- TASK PROMPT: Your task is to give the data again, exactly, with every line intact.

- TASK MATERIAL:
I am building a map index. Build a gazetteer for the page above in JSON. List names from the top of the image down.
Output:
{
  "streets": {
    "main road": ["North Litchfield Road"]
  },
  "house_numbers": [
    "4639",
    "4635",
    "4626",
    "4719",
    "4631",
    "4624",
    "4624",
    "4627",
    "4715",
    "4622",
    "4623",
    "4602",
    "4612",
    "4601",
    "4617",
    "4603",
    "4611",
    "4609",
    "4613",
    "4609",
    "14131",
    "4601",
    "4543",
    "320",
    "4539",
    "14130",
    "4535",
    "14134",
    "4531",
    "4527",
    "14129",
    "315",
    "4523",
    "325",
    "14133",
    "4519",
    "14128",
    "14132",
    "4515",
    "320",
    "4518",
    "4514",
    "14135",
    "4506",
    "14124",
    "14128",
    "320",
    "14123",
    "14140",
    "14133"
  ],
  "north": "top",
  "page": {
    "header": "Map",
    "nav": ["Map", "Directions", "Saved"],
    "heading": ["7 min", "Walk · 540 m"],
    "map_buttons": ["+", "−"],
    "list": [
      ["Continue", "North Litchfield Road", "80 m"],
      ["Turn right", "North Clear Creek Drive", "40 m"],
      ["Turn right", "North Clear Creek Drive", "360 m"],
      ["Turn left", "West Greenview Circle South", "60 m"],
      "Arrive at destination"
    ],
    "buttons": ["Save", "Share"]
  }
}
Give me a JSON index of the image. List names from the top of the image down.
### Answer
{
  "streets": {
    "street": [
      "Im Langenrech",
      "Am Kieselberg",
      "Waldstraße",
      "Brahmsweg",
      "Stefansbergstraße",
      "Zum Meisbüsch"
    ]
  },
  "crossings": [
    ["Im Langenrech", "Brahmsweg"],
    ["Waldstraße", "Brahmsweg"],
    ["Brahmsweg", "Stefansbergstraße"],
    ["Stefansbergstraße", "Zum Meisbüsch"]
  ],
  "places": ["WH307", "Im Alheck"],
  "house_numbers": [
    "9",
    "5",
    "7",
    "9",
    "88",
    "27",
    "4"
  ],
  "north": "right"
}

- WRITTEN ANSWER:
I am building a map index. Build a gazetteer for the page above in JSON. List names from the top of the image down.
Output:
{
  "streets": {
    "main road": ["North Litchfield Road"]
  },
  "house_numbers": [
    "4639",
    "4635",
    "4626",
    "4719",
    "4631",
    "4624",
    "4624",
    "4627",
    "4715",
    "4622",
    "4623",
    "4602",
    "4612",
    "4601",
    "4617",
    "4603",
    "4611",
    "4609",
    "4613",
    "4609",
    "14131",
    "4601",
    "4543",
    "320",
    "4539",
    "14130",
    "4535",
    "14134",
    "4531",
    "4527",
    "14129",
    "315",
    "4523",
    "325",
    "14133",
    "4519",
    "14128",
    "14132",
    "4515",
    "320",
    "4518",
    "4514",
    "14135",
    "4506",
    "14124",
    "14128",
    "320",
    "14123",
    "14140",
    "14133"
  ],
  "north": "top",
  "page": {
    "header": "Map",
    "nav": ["Map", "Directions", "Saved"],
    "heading": ["7 min", "Walk · 540 m"],
    "map_buttons": ["+", "−"],
    "list": [
      ["Continue", "North Litchfield Road", "80 m"],
      ["Turn right", "North Clear Creek Drive", "40 m"],
      ["Turn right", "North Clear Creek Drive", "360 m"],
      ["Turn left", "West Greenview Circle South", "60 m"],
      "Arrive at destination"
    ],
    "buttons": ["Save", "Share"]
  }
}
Give me a JSON index of the image. List names from the top of the image down.
### Answer
{
  "streets": {
    "street": [
      "Im Langenrech",
      "Am Kieselberg",
      "Waldstraße",
      "Brahmsweg",
      "Stefansbergstraße",
      "Zum Meisbüsch"
    ]
  },
  "crossings": [
    ["Im Langenrech", "Brahmsweg"],
    ["Waldstraße", "Brahmsweg"],
    ["Brahmsweg", "Stefansbergstraße"],
    ["Stefansbergstraße", "Zum Meisbüsch"]
  ],
  "places": ["WH307", "Im Alheck"],
  "house_numbers": [
    "9",
    "5",
    "7",
    "9",
    "88",
    "27",
    "4"
  ],
  "north": "right"
}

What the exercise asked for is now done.